# [WHAT THE TASK REQUIRES]
Without the pictures, set down every line of the data exactly.

# [THE INPUT]
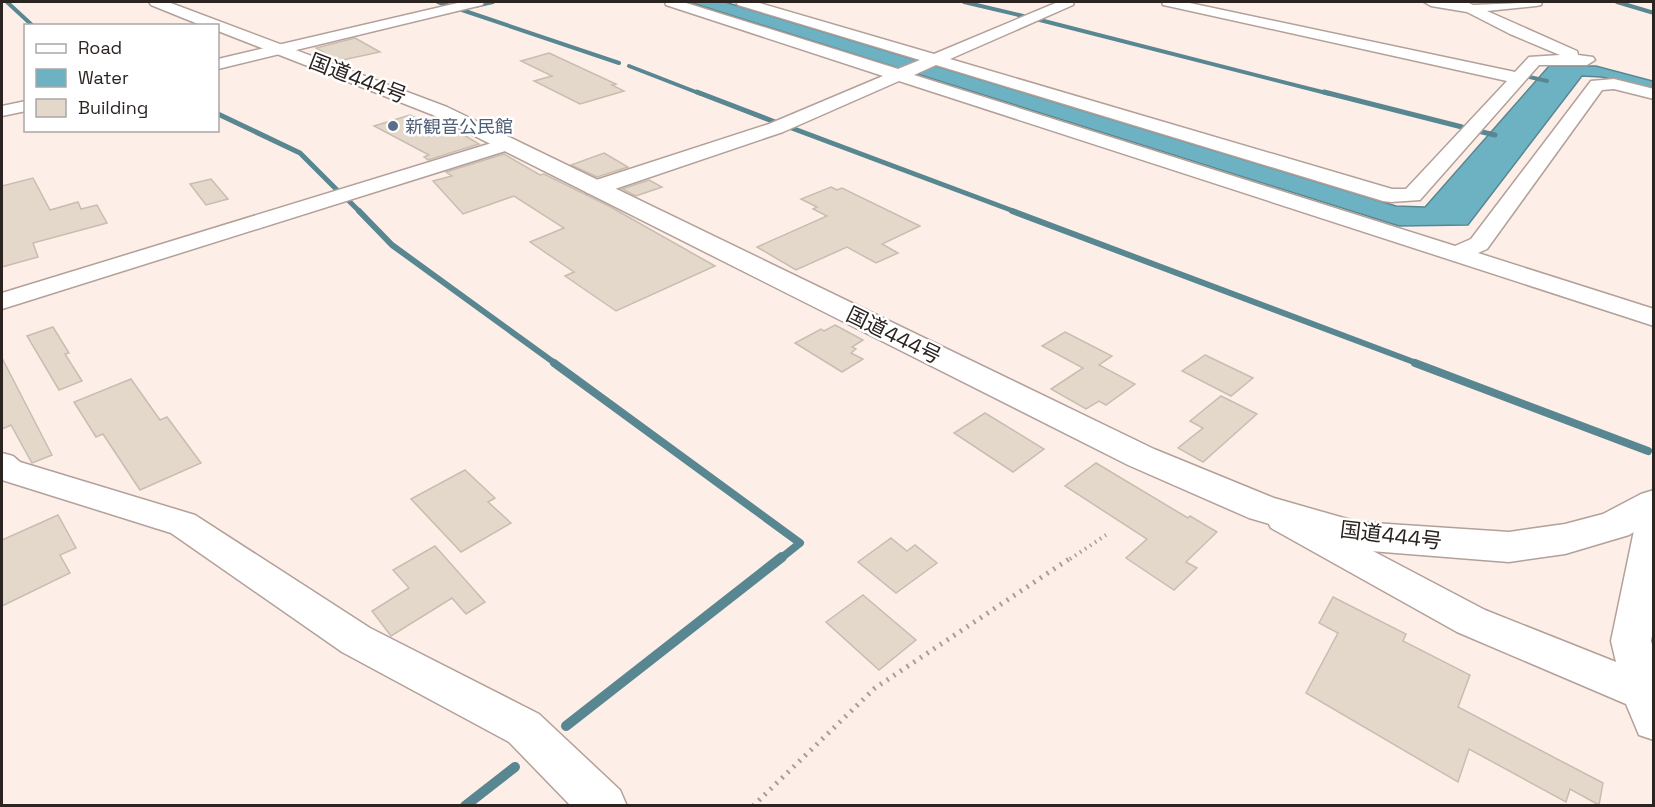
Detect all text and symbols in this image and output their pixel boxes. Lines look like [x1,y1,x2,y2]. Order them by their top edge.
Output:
legend [24,24,219,132]
text: Road [78,36,122,59]
street label: 国道444号 [305,47,411,109]
text: Water [78,66,129,89]
text: Building [78,96,148,119]
place label: 新観音公民館 [405,115,513,138]
marker: 新観音公民館 [386,119,400,133]
street label: 国道444号 [842,300,946,370]
street label: 国道444号 [1339,515,1443,555]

# [RESPONSE FOR THIS EXERCISE]
Detect all text and symbols in this image and output their pixel boxes. Lines look like [x1,y1,x2,y2]. Order them by their top edge.
Output:
legend [24,24,219,132]
text: Road [78,36,122,59]
street label: 国道444号 [305,47,411,109]
text: Water [78,66,129,89]
text: Building [78,96,148,119]
place label: 新観音公民館 [405,115,513,138]
marker: 新観音公民館 [386,119,400,133]
street label: 国道444号 [842,300,946,370]
street label: 国道444号 [1339,515,1443,555]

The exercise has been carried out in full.